Supplied records Start Marker

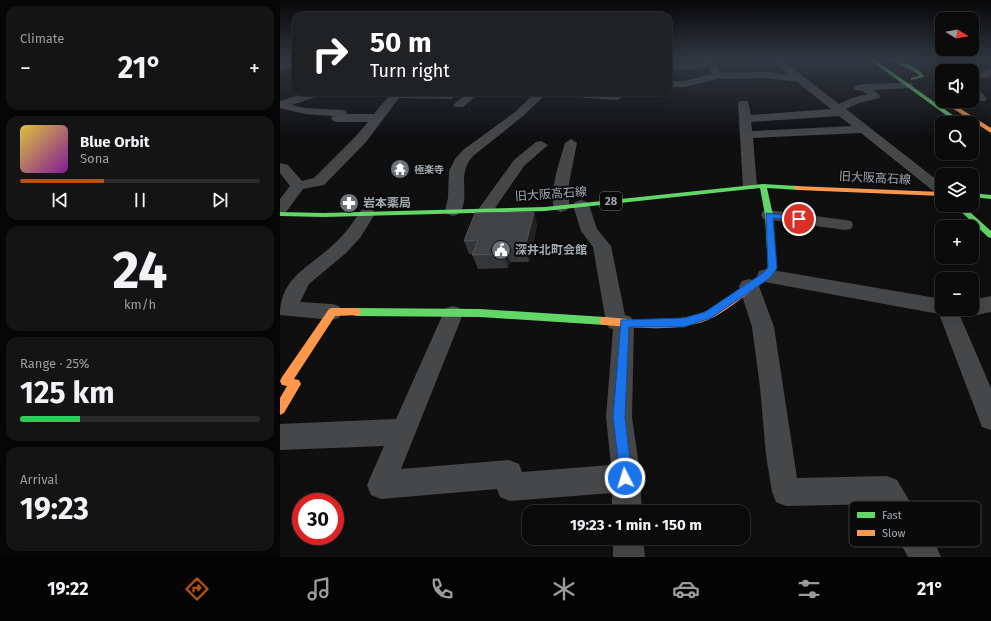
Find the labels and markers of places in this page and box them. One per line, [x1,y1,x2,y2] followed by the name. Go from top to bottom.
[389,158,411,180] temple icon: 極楽寺
[414,164,444,176] place label: 極楽寺
[338,192,360,214] pharmacy icon: 岩本薬局
[363,196,411,210] place label: 岩本薬局
[782,202,816,236] pin
[490,239,512,261] public building icon: 深井北町会館
[515,243,587,257] place label: 深井北町会館

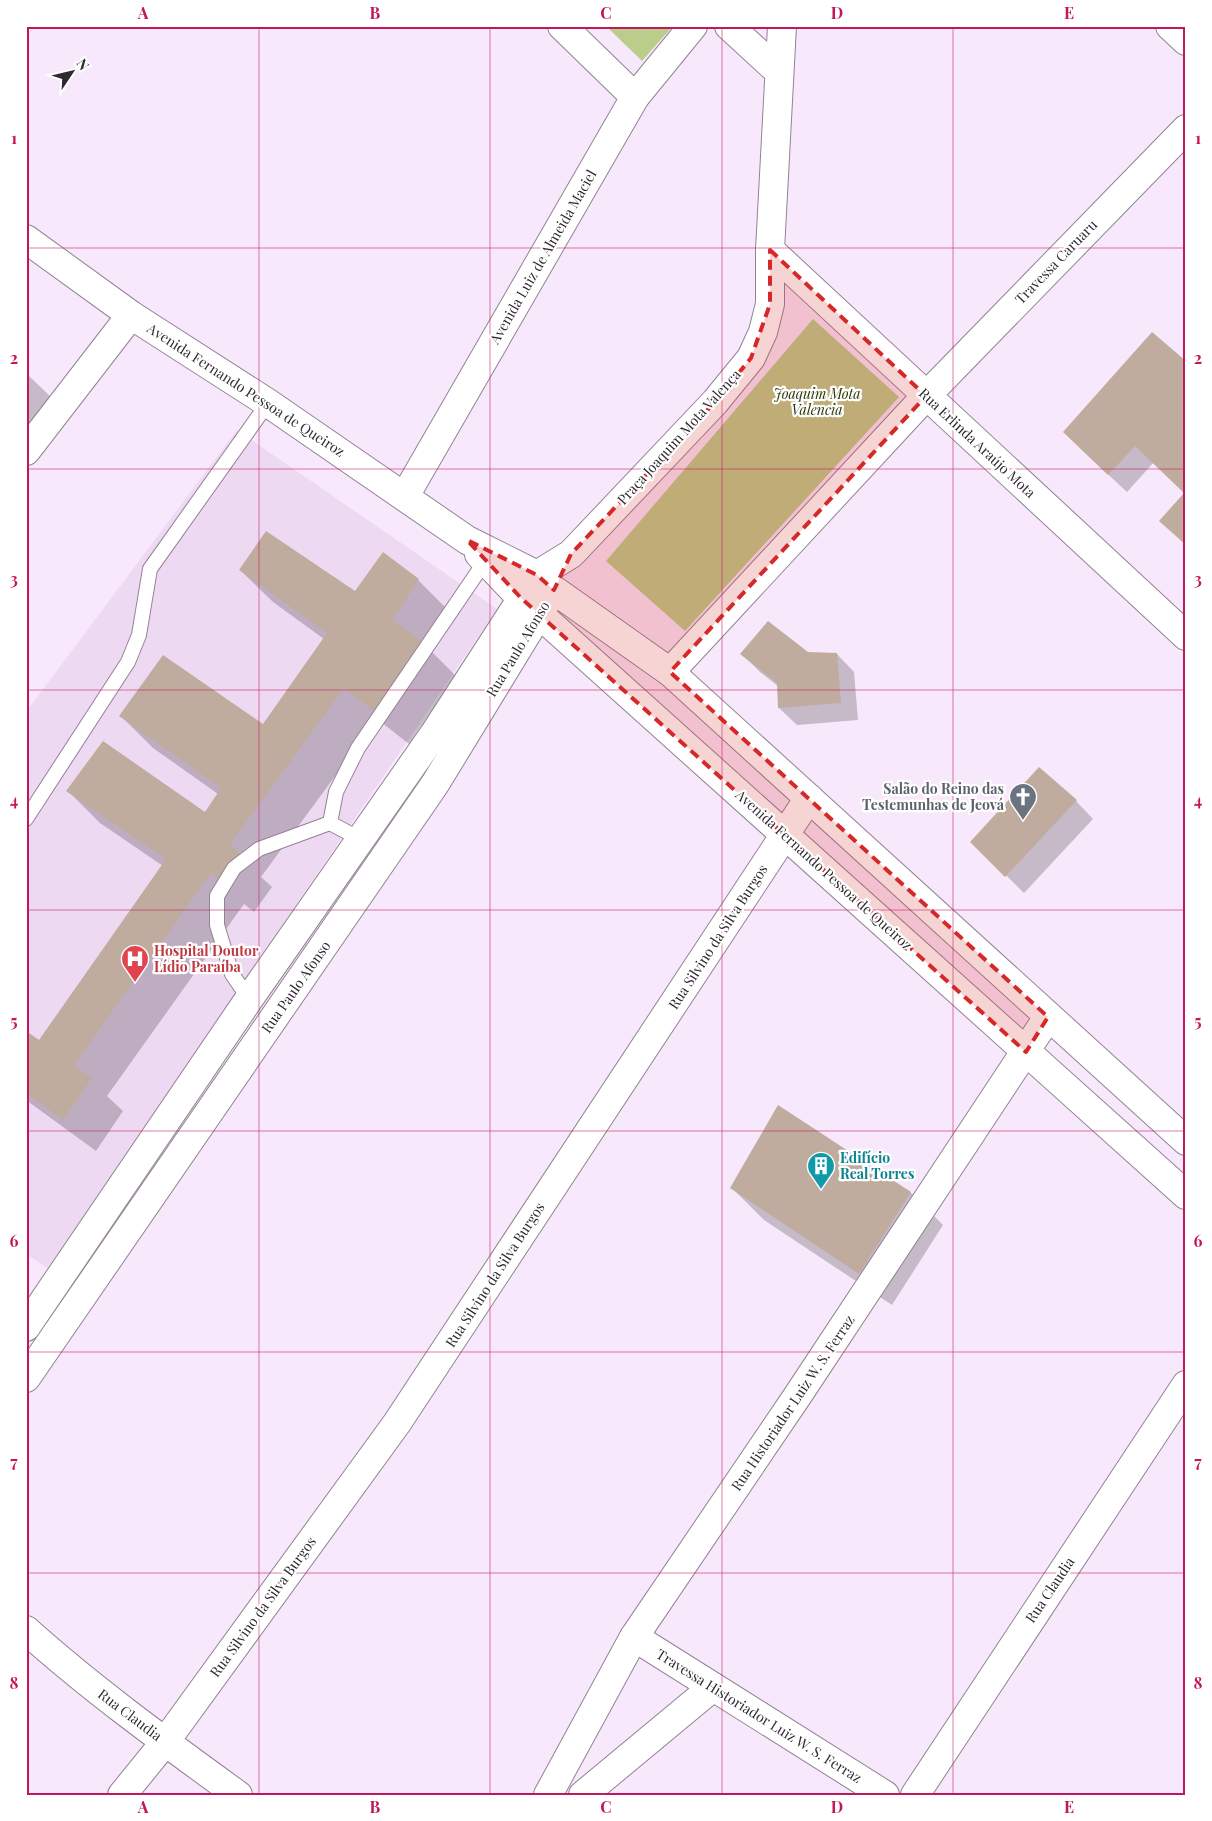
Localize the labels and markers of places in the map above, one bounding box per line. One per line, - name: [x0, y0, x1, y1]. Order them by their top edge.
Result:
- place label: Salão do Reino das Testemunhas de Jeová: [862, 779, 1005, 814]
- church icon: Salão do Reino das Testemunhas de Jeová: [1008, 782, 1038, 821]
- place label: Hospital Doutor Lídio Paraíba: [154, 941, 259, 976]
- hospital icon: Hospital Doutor Lídio Paraíba: [120, 944, 150, 983]
- place label: Edifício Real Torres: [840, 1148, 914, 1183]
- building icon: Edifício Real Torres: [806, 1151, 836, 1190]

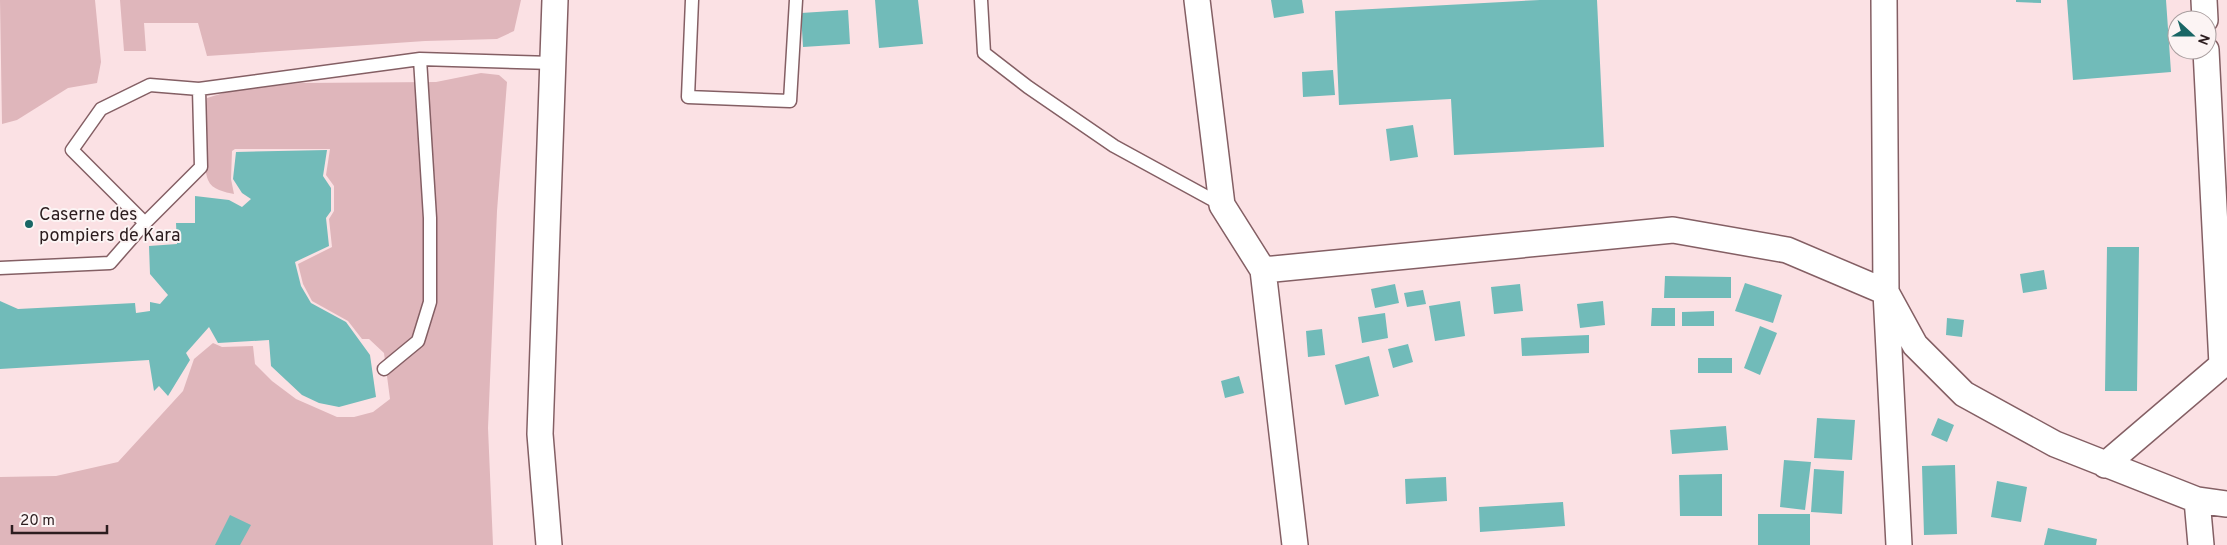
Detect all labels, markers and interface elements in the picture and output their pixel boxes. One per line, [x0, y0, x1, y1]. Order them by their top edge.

Supplied records End Marker

Description of the task: Output the data exactly. Pictures don't belong in the result.

Response box:
Find the labels and markers of places in this page and box them. One per line, [x1,y1,x2,y2] followed by the name. Go from top to bottom.
[389,158,411,180] temple icon: 極楽寺
[414,164,444,176] place label: 極楽寺
[338,192,360,214] pharmacy icon: 岩本薬局
[363,196,411,210] place label: 岩本薬局
[782,202,816,236] pin
[490,239,512,261] public building icon: 深井北町会館
[515,243,587,257] place label: 深井北町会館

Localize the labels and markers of places in the map above, one bounding box per line. One per line, - name: [x0, y0, x1, y1]. Order them by their top edge.
Result:
- place label: Salão do Reino das Testemunhas de Jeová: [862, 779, 1005, 814]
- church icon: Salão do Reino das Testemunhas de Jeová: [1008, 782, 1038, 821]
- place label: Hospital Doutor Lídio Paraíba: [154, 941, 259, 976]
- hospital icon: Hospital Doutor Lídio Paraíba: [120, 944, 150, 983]
- place label: Edifício Real Torres: [840, 1148, 914, 1183]
- building icon: Edifício Real Torres: [806, 1151, 836, 1190]

Detect all labels, markers and interface elements in the picture and output their pixel boxes. One per line, [x0, y0, x1, y1]. Order them by their top edge.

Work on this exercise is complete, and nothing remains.